The EEG system does not require conductive electrolytic gel for its operation, is very comfortable and ergonomic, is designed to capture the driver’s natural behavior and presents a technological appearance and a more discrete design than any other existing EEG technology. It can be placed on average in less than two minutes and can run continuously for up to eight hours, transmitting the driver’s brain activity to the Bluetooth of the vehicle.
The brain-computer interface interprets the driver’s brain activity signals. B2V technology is based on the preparatory brain activity that precedes the execution of the movement to anticipate user intentions. This activity mainly occurs on the motor cortex and it’s identified through two correlated neural EEGs: movement-related cortical potentials (MRCP) and (de) synchronization of the motor event (ERD / ERS).

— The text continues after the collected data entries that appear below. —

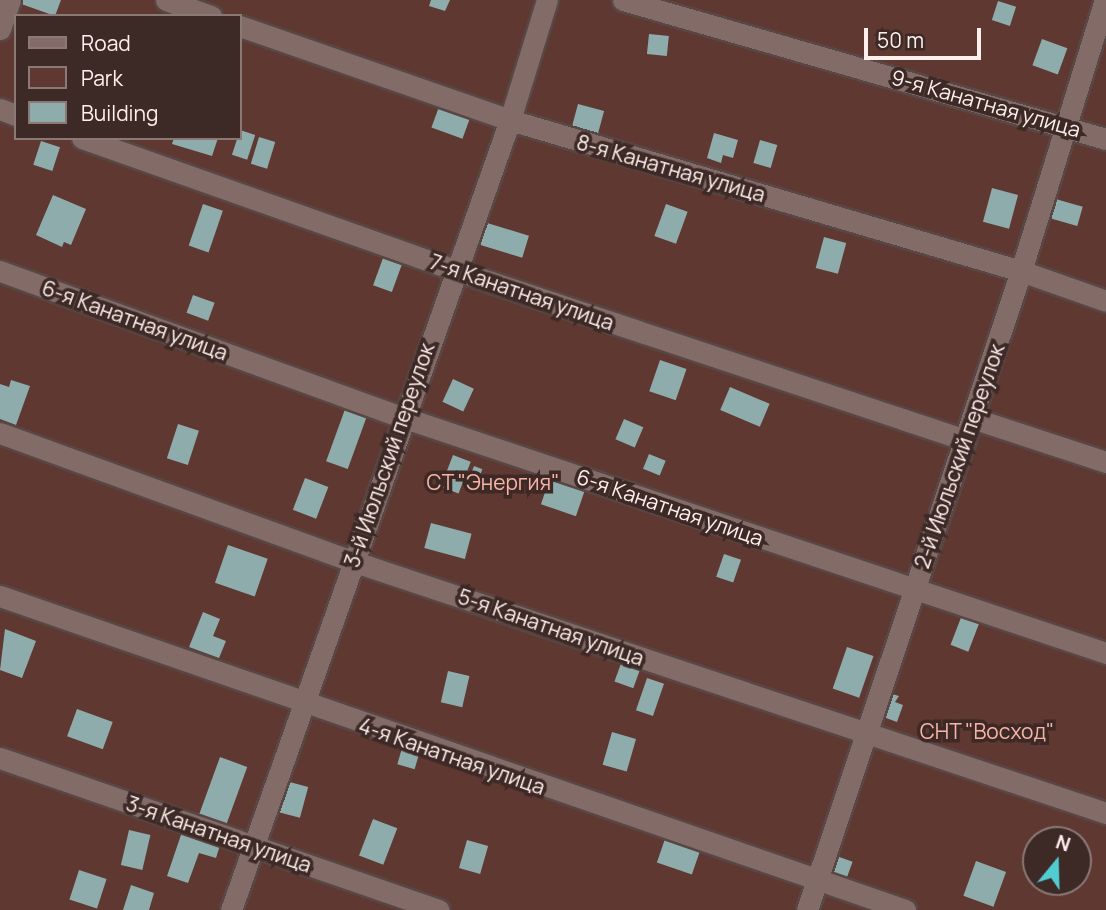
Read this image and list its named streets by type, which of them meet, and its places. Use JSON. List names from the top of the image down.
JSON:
{
  "streets": {
    "street": [
      "9-я Канатная улица",
      "8-я Канатная улица",
      "7-я Канатная улица",
      "6-я Канатная улица",
      "3-й Июльский переулок",
      "2-й Июльский переулок",
      "5-я Канатная улица",
      "4-я Канатная улица",
      "3-я Канатная улица"
    ]
  },
  "crossings": [
    ["9-я Канатная улица", "2-й Июльский переулок"],
    ["8-я Канатная улица", "3-й Июльский переулок"],
    ["8-я Канатная улица", "2-й Июльский переулок"],
    ["7-я Канатная улица", "3-й Июльский переулок"],
    ["7-я Канатная улица", "2-й Июльский переулок"],
    ["6-я Канатная улица", "3-й Июльский переулок"],
    ["6-я Канатная улица", "2-й Июльский переулок"],
    ["3-й Июльский переулок", "5-я Канатная улица"],
    ["3-й Июльский переулок", "4-я Канатная улица"],
    ["3-й Июльский переулок", "3-я Канатная улица"],
    ["2-й Июльский переулок", "5-я Канатная улица"],
    ["2-й Июльский переулок", "4-я Канатная улица"]
  ],
  "parks": ["СТ \"Энергия\"", "СНТ \"Восход\""],
  "legend": ["Road", "Park", "Building"],
  "scale_bar": "50 m",
  "north": "top"
}
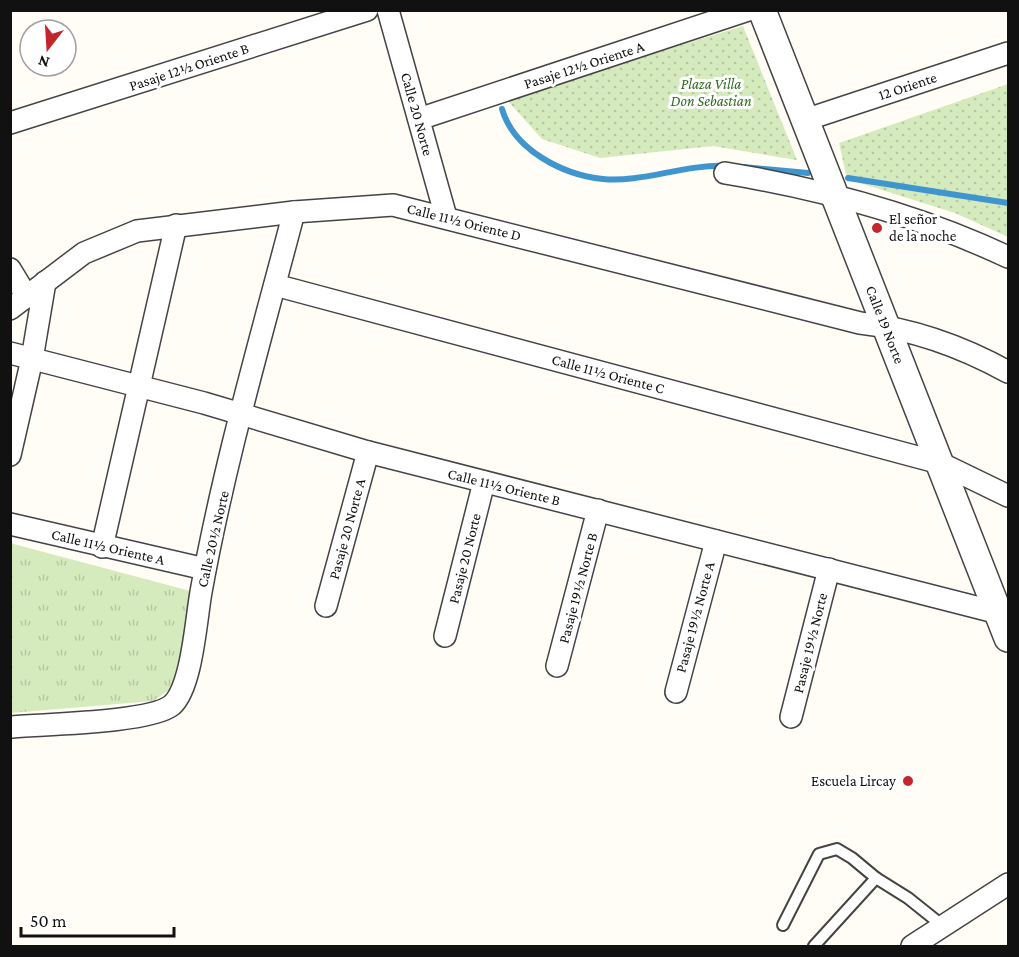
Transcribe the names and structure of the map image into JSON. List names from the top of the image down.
{
  "streets": {
    "street": [
      "Pasaje 12½ Oriente A",
      "Pasaje 12½ Oriente B",
      "12 Oriente",
      "Calle 20 Norte",
      "Calle 11½ Oriente D",
      "Calle 19 Norte",
      "Calle 11½ Oriente C",
      "Calle 11½ Oriente B",
      "Pasaje 20 Norte A",
      "Calle 20½ Norte",
      "Calle 11½ Oriente A",
      "Pasaje 20 Norte",
      "Pasaje 19½ Norte B",
      "Pasaje 19½ Norte A",
      "Pasaje 19½ Norte"
    ]
  },
  "crossings": [
    ["Pasaje 12½ Oriente A", "Calle 20 Norte"],
    ["12 Oriente", "Calle 19 Norte"],
    ["Calle 20 Norte", "Calle 11½ Oriente D"],
    ["Calle 11½ Oriente D", "Calle 19 Norte"],
    ["Calle 11½ Oriente D", "Calle 20½ Norte"],
    ["Calle 19 Norte", "Calle 11½ Oriente C"],
    ["Calle 19 Norte", "Calle 11½ Oriente B"],
    ["Calle 11½ Oriente C", "Calle 20½ Norte"],
    ["Calle 11½ Oriente B", "Pasaje 20 Norte A"],
    ["Calle 11½ Oriente B", "Calle 20½ Norte"],
    ["Calle 11½ Oriente B", "Pasaje 20 Norte"],
    ["Calle 11½ Oriente B", "Pasaje 19½ Norte B"],
    ["Calle 11½ Oriente B", "Pasaje 19½ Norte A"],
    ["Calle 11½ Oriente B", "Pasaje 19½ Norte"],
    ["Calle 20½ Norte", "Calle 11½ Oriente A"]
  ],
  "parks": ["Plaza Villa Don Sebastian"],
  "places": ["El señor de la noche", "Escuela Lircay"],
  "scale_bar": "50 m",
  "north": "bottom"
}
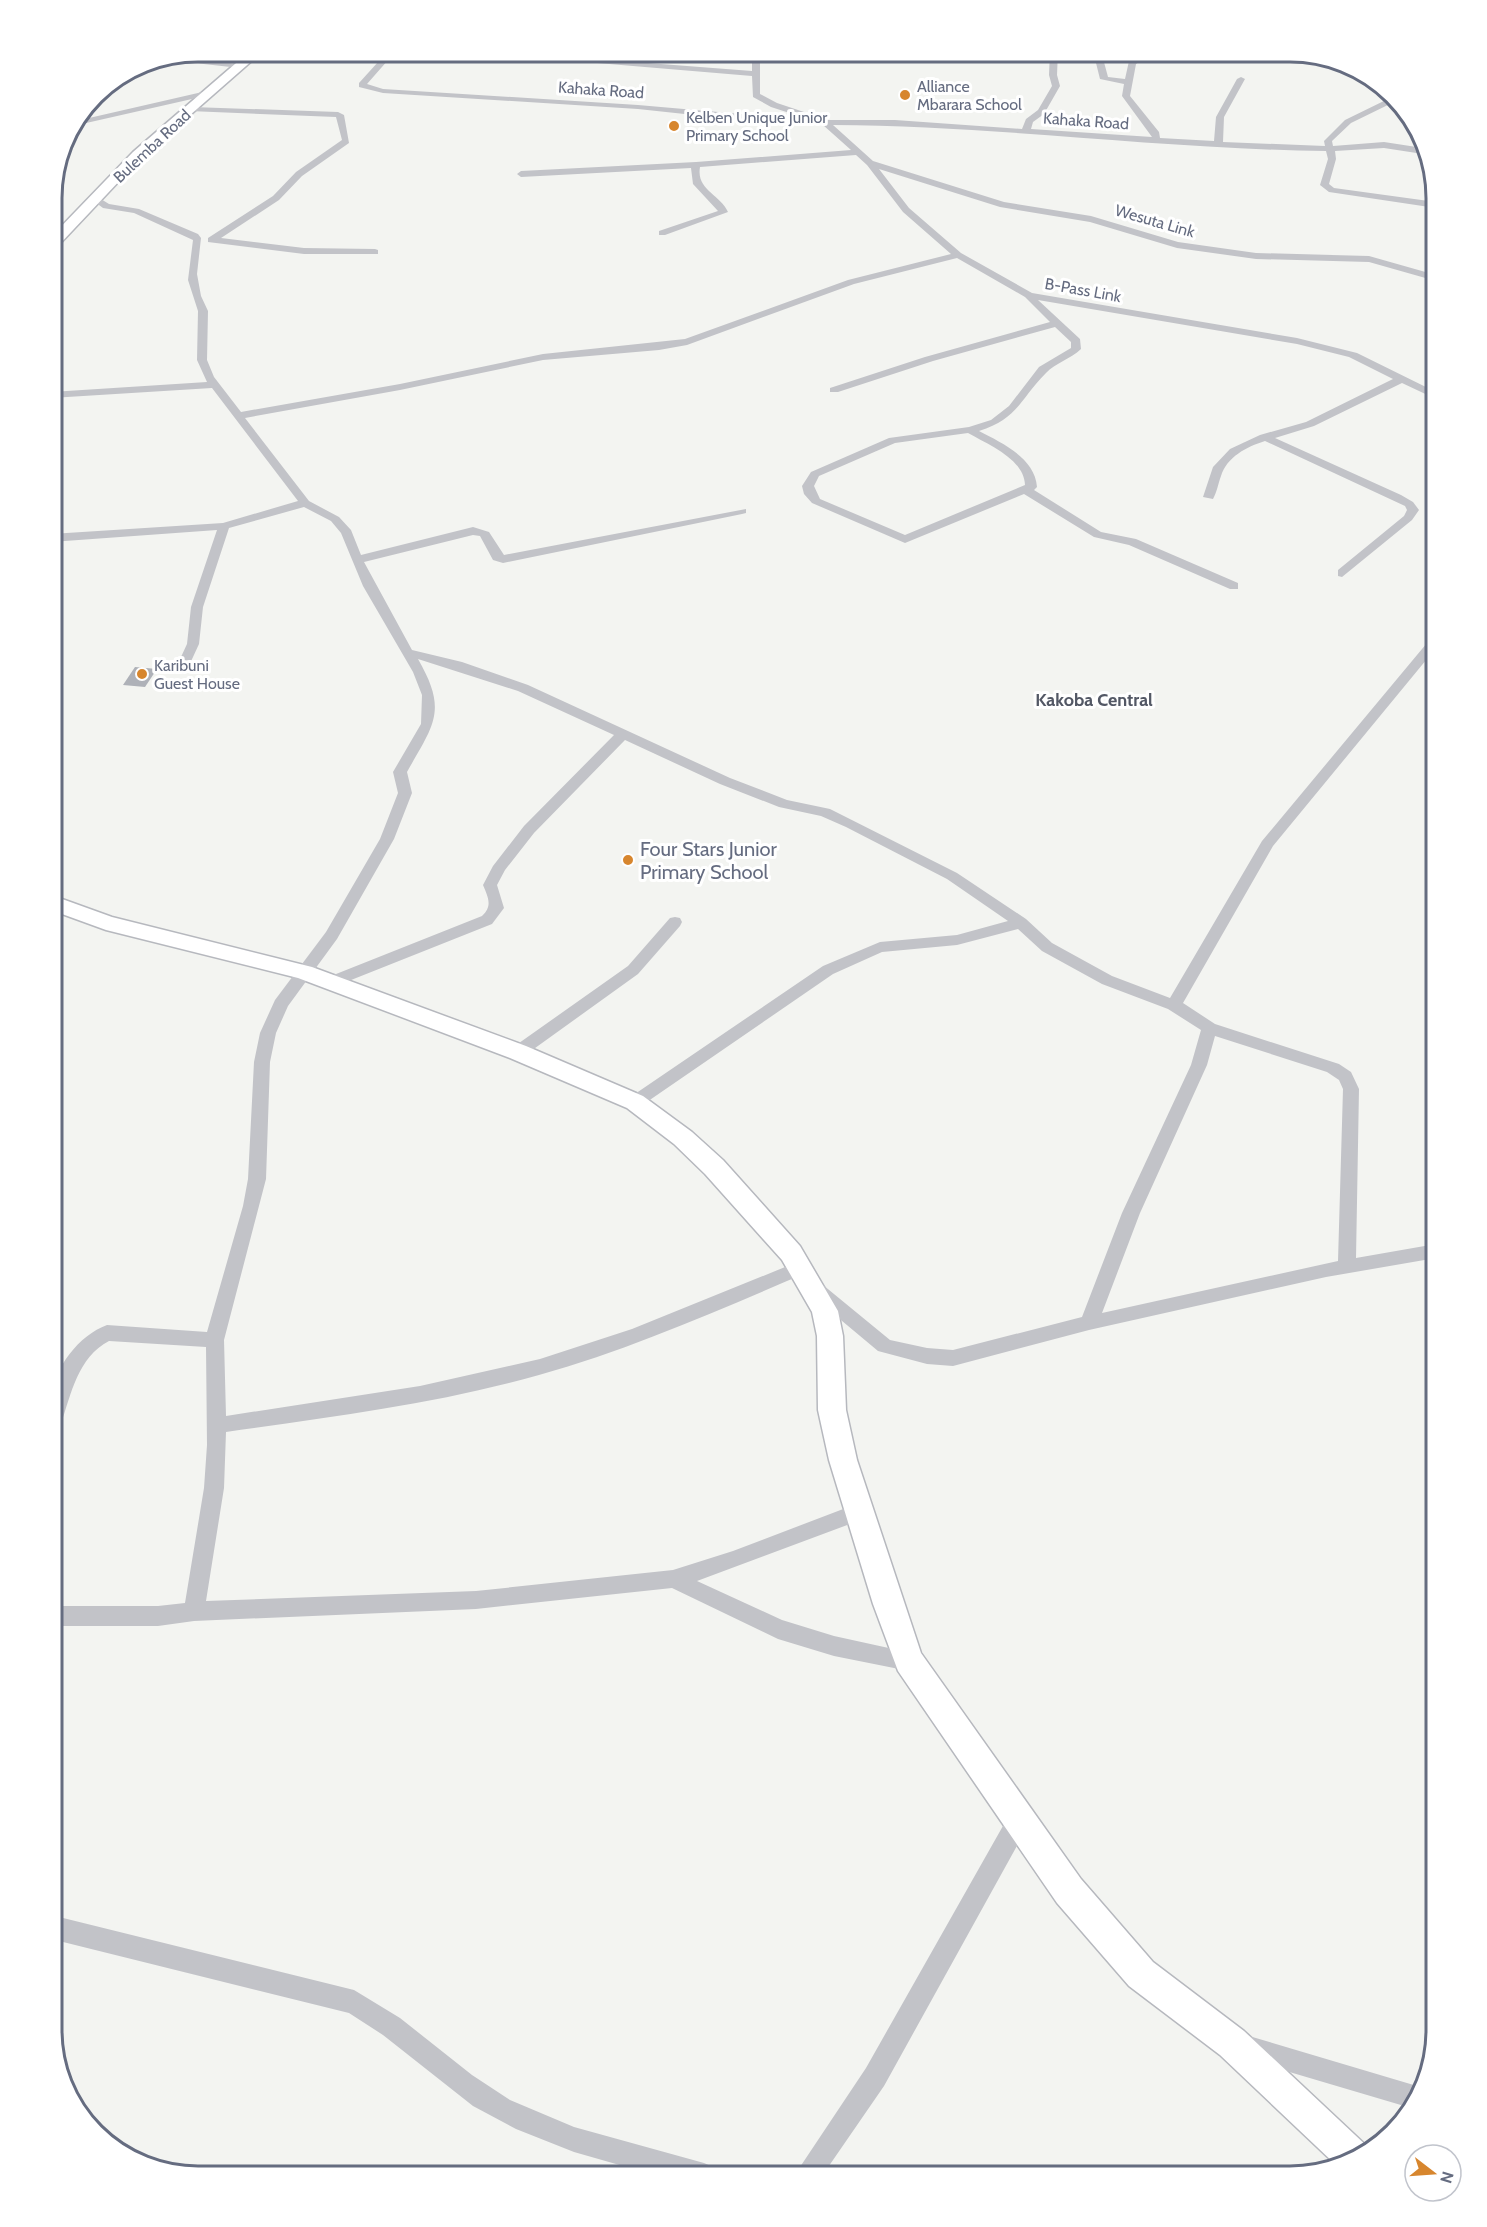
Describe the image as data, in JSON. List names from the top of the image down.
{
  "streets": {
    "street": [
      "Kahaka Road",
      "Bulemba Road",
      "Wesuta Link",
      "B-Pass Link"
    ]
  },
  "crossings": [
    ["Kahaka Road", "B-Pass Link"],
    ["Wesuta Link", "B-Pass Link"]
  ],
  "districts": ["Kakoba Central"],
  "places": [
    "Alliance Mbarara School",
    "Kelben Unique Junior Primary School",
    "Karibuni Guest House",
    "Four Stars Junior Primary School"
  ],
  "north": "right"
}
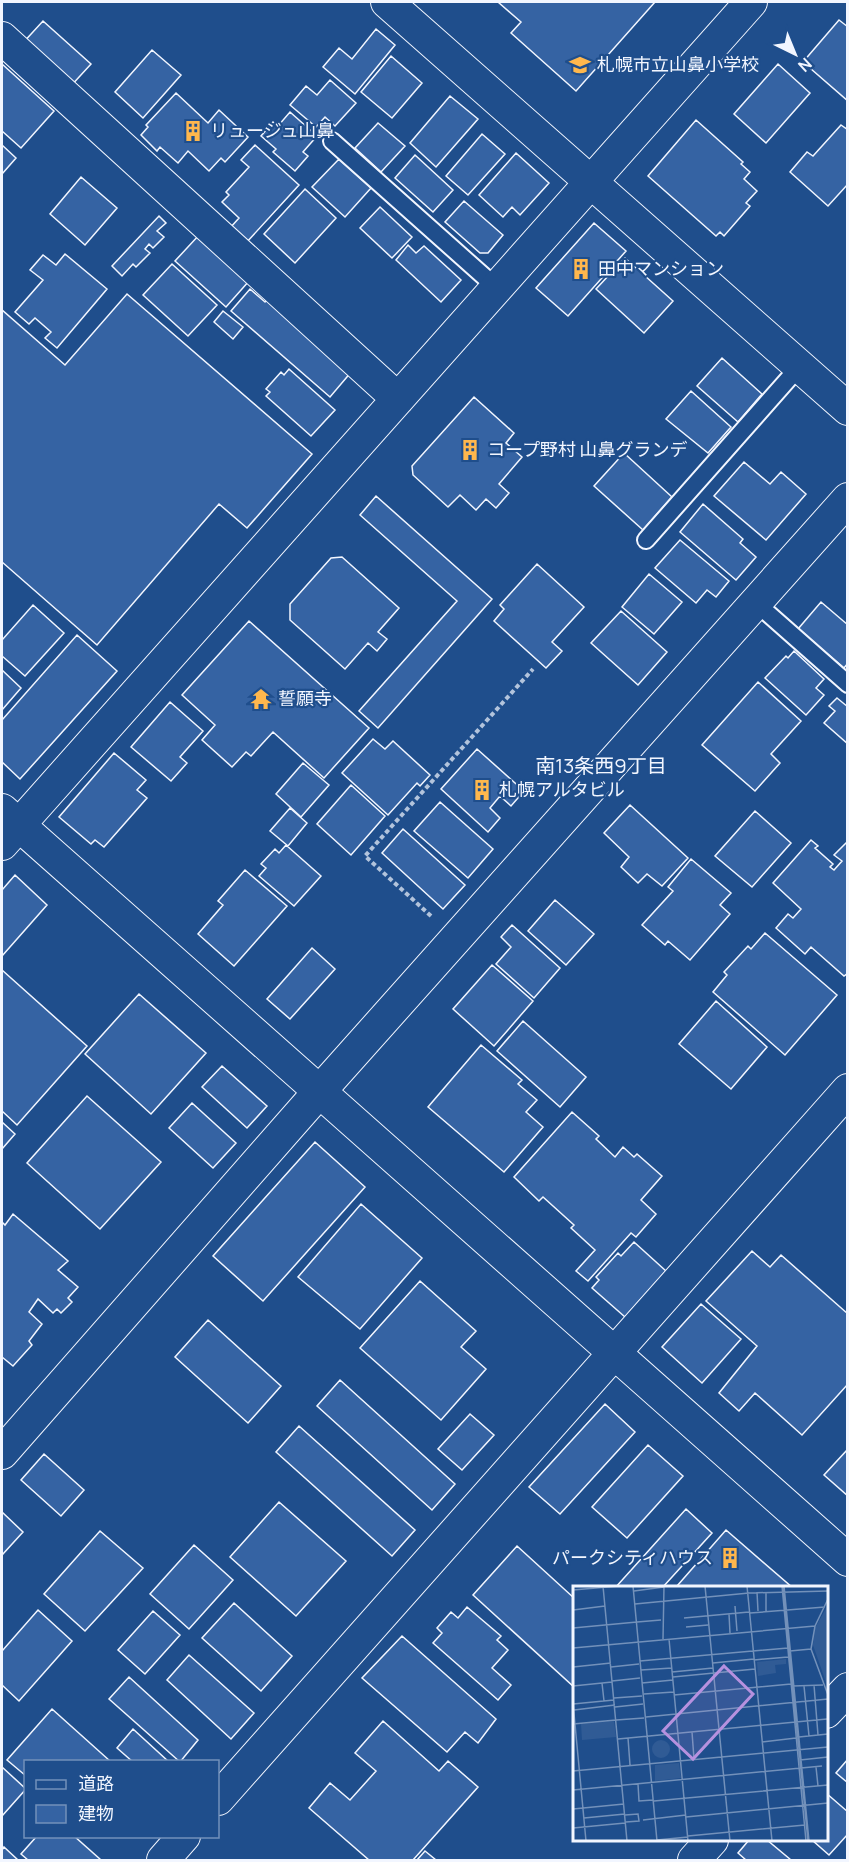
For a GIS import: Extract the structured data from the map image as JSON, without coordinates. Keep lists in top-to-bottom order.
{
  "districts": ["南13条西9丁目"],
  "places": {
    "school or university": ["札幌市立山鼻小学校"],
    "building": [
      "リュージュ山鼻",
      "田中マンション",
      "コープ野村 山鼻グランデ",
      "札幌アルタビル",
      "パークシティハウス"
    ],
    "temple": ["誓願寺"]
  },
  "legend": ["道路", "建物"],
  "north": "bottom right"
}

For other applications with MRCP, read A Glimpse into Vibre: Armonia, Faster rehabilitation with BCI, Artificial Intelligence and Virtual Reality
Real-time EEG decoding of brain activity related to movement anticipation is a very complex process and presents several problems:
- First, the decoding works on the activity generated by a single movement, rather than on an average, so the signal-to-noise ratio is lower (this means that the EEG signal has more noise and it’s more difficult to decode).
- Second, there is no prior knowledge of when the driver is about to brake, and therefore, the driver’s intentions should be continuously decoded (since there is no specific time interval to identify the decoding, the accuracy of the detection is reduced).
- Third, each person’s brain is different and therefore the brain processes related to the movement mentioned above also have different EEG signatures (there are large inter- and intra-personal variations).
These problems are analyzed by algorithms that anticipate movement based on signal processing techniques with automatic learning (machine learning and artificial intelligence) that require a specific calibration phase for each subject.
Lucian Gheorghe, Senior Innovation Researcher of Nissan Intelligent Mobility, states: “The possible applications of this technology are incredible. This research will be a catalyst for Nissan’s innovation in our vehicles over the next few years.”